_ASSIGNED TASK_
Your reply should consist solely of the number of lines in the data that contain "labels".

+++

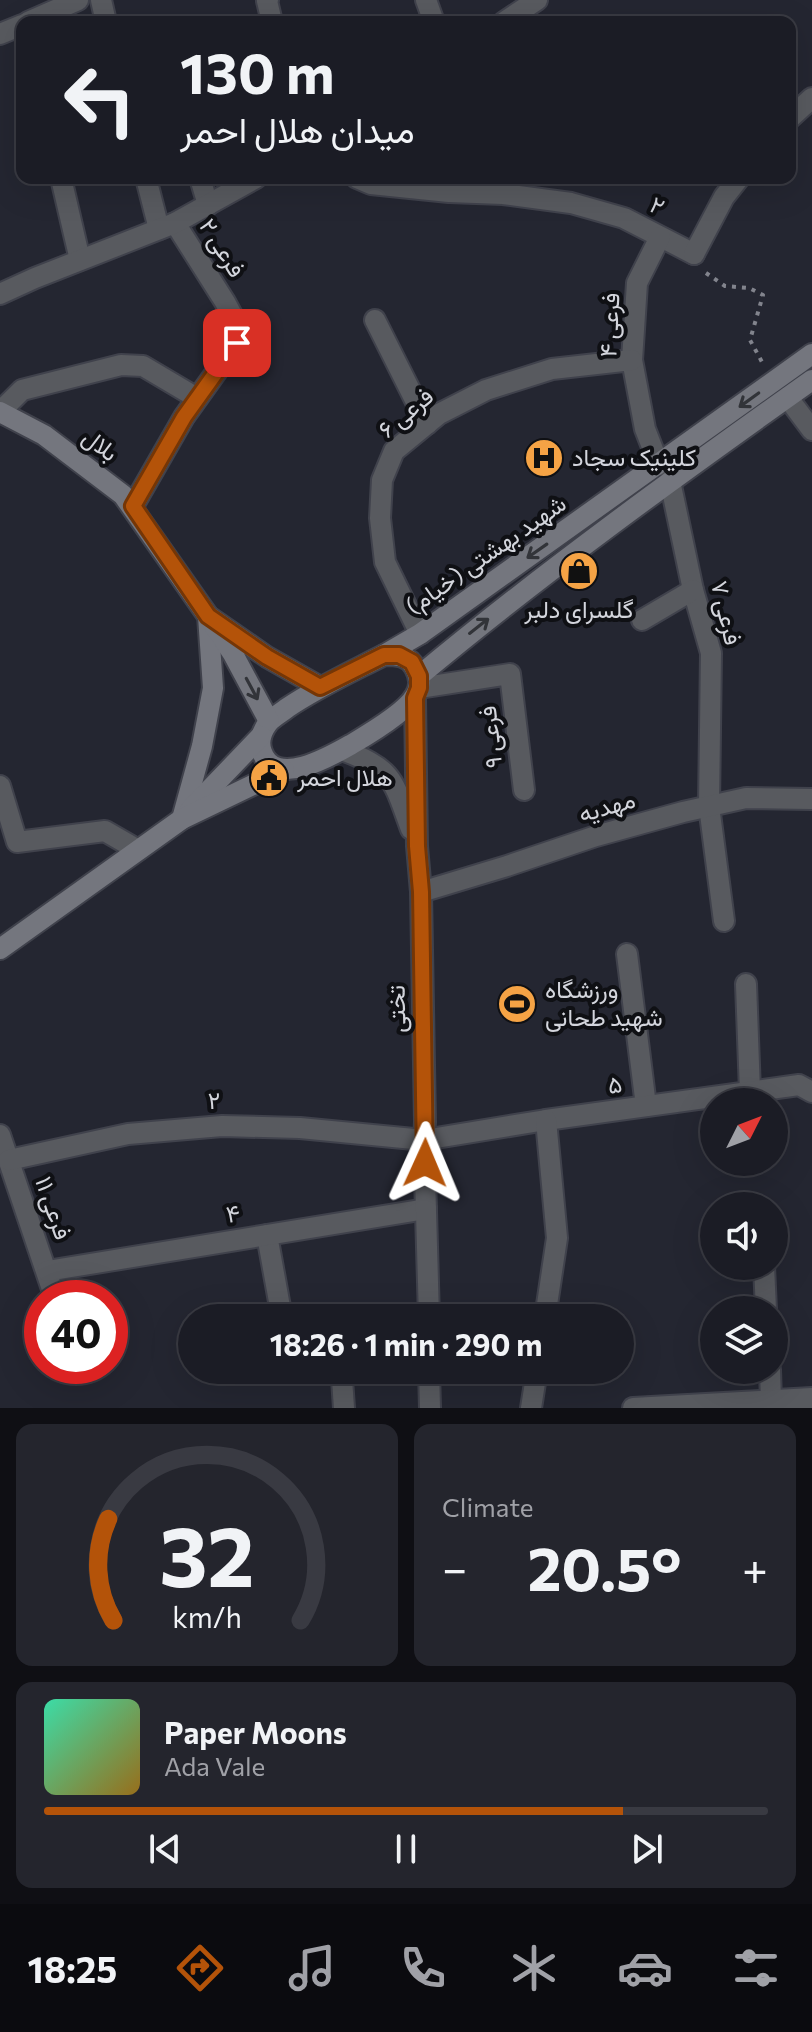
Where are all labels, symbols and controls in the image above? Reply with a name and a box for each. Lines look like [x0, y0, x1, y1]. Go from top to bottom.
text: 130 m [180, 37, 335, 106]
icon: left [48, 48, 152, 152]
text: میدان هلال احمر [180, 106, 415, 150]
street label: ۲ [646, 189, 670, 220]
street label: فرعی ۲ [192, 213, 252, 283]
street label: فرعی ۴ [592, 292, 627, 358]
pin [203, 309, 271, 377]
icon: arrive [215, 321, 259, 365]
street label: فرعی ۶ [372, 381, 440, 445]
one-way arrow [739, 391, 760, 408]
street label: بلال [77, 421, 124, 467]
hospital icon: کلینیک سجاد [523, 437, 565, 479]
place label: کلینیک سجاد [572, 442, 696, 472]
street label: شهید بهشتی (خیام) [399, 488, 573, 622]
one-way arrow [527, 543, 549, 559]
shop icon: گلسرای دلبر [558, 550, 600, 592]
street label: فرعی ۷ [704, 578, 749, 648]
place label: گلسرای دلبر [523, 594, 634, 625]
one-way arrow [469, 617, 489, 635]
one-way arrow [244, 677, 260, 700]
street label: فرعی ۹ [472, 704, 509, 770]
public building icon: هلال احمر [248, 757, 290, 799]
place label: هلال احمر [296, 762, 393, 793]
street label: مهدیه [575, 784, 639, 829]
place label: ورزشگاه شهید طحانی [545, 974, 663, 1033]
sports icon: ورزشگاه شهید طحانی [496, 983, 538, 1025]
street label: تختی [381, 985, 411, 1033]
street label: ۵ [606, 1068, 624, 1099]
street label: ۲ [207, 1085, 221, 1114]
north arrow [700, 1088, 788, 1176]
map controls [700, 1088, 788, 1384]
position arrow [383, 1121, 467, 1205]
street label: فرعی ۱۱ [28, 1172, 79, 1244]
button: sound [700, 1192, 788, 1280]
street label: ۴ [224, 1197, 242, 1228]
speed limit sign: 40 [24, 1280, 128, 1384]
button: layers [700, 1296, 788, 1384]
text: 18:26 · 1 min · 290 m [270, 1325, 542, 1362]
text: Climate [442, 1491, 534, 1522]
text: 32 [159, 1502, 255, 1604]
text: 20.5° [528, 1530, 682, 1603]
text: − [442, 1540, 467, 1594]
text: + [742, 1540, 768, 1594]
text: km/h [172, 1599, 242, 1634]
text: Paper Moons [164, 1713, 347, 1750]
text: Ada Vale [164, 1750, 265, 1781]
icon: previous [143, 1827, 187, 1871]
icon: pause [384, 1827, 428, 1871]
icon: next [625, 1827, 669, 1871]
icon: directions [172, 1940, 228, 1996]
icon: music [284, 1940, 340, 1996]
icon: phone [395, 1940, 451, 1996]
icon: climate [506, 1940, 562, 1996]
icon: car [617, 1940, 673, 1996]
icon: filters [728, 1940, 784, 1996]
text: 18:25 [28, 1946, 117, 1990]

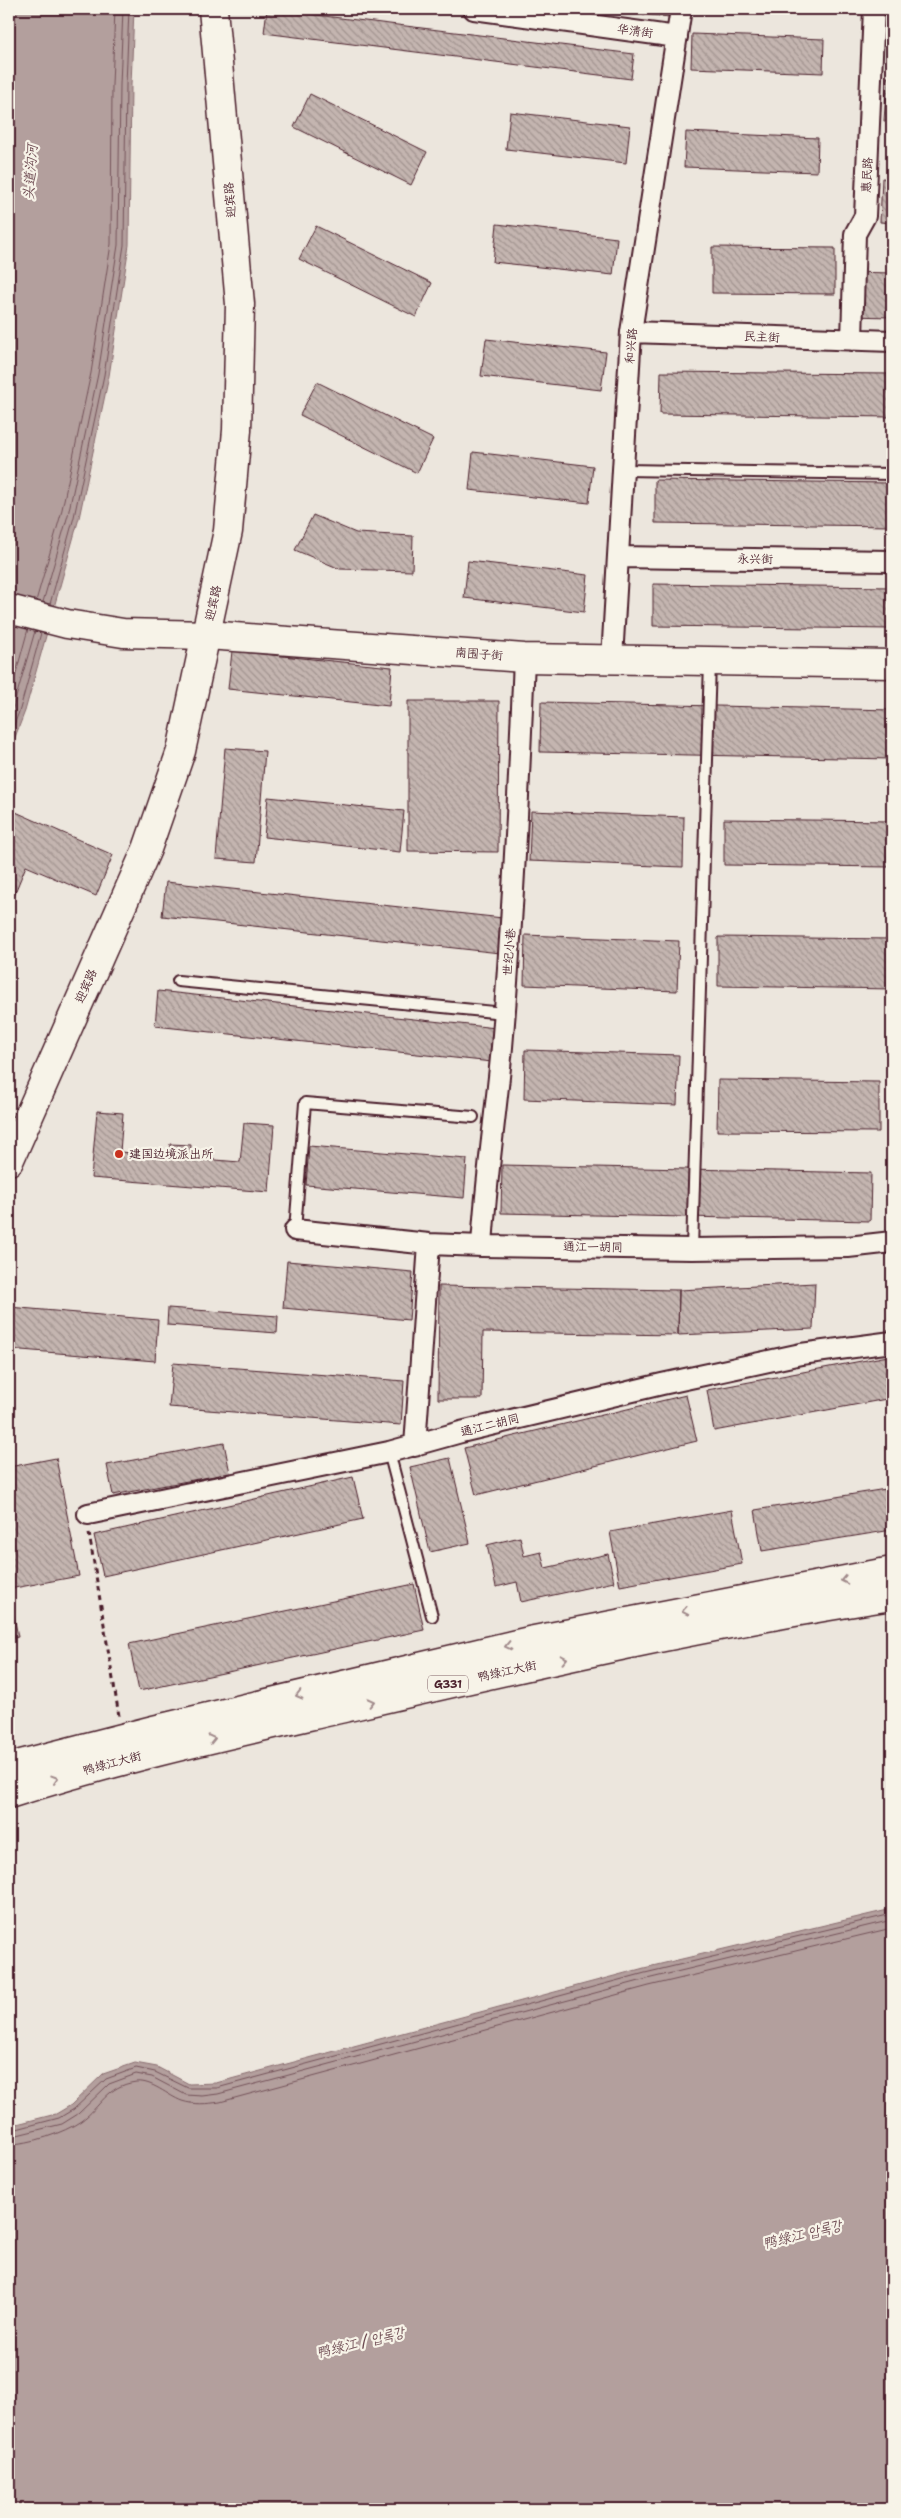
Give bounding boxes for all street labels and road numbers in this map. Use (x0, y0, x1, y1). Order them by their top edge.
street label: 华清街 (616, 21, 654, 41)
street label: 惠民路 (858, 157, 876, 193)
street label: 迎宾路 (220, 181, 240, 219)
street label: 和兴路 (621, 327, 641, 365)
street label: 民主街 (744, 328, 780, 346)
street label: 永兴街 (737, 551, 773, 567)
street label: 迎宾路 (201, 584, 225, 622)
street label: 南围子街 (454, 644, 504, 664)
street label: 世纪小巷 (499, 927, 519, 977)
street label: 迎宾路 (71, 966, 101, 1006)
street label: 通江一胡同 (563, 1238, 623, 1256)
street label: 通江二胡同 (459, 1410, 521, 1440)
street label: 鸭绿江大街 (476, 1657, 538, 1685)
road number: G331 (428, 1676, 468, 1692)
street label: 鸭绿江大街 (81, 1748, 143, 1778)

+++

_TASK ANSWER_
2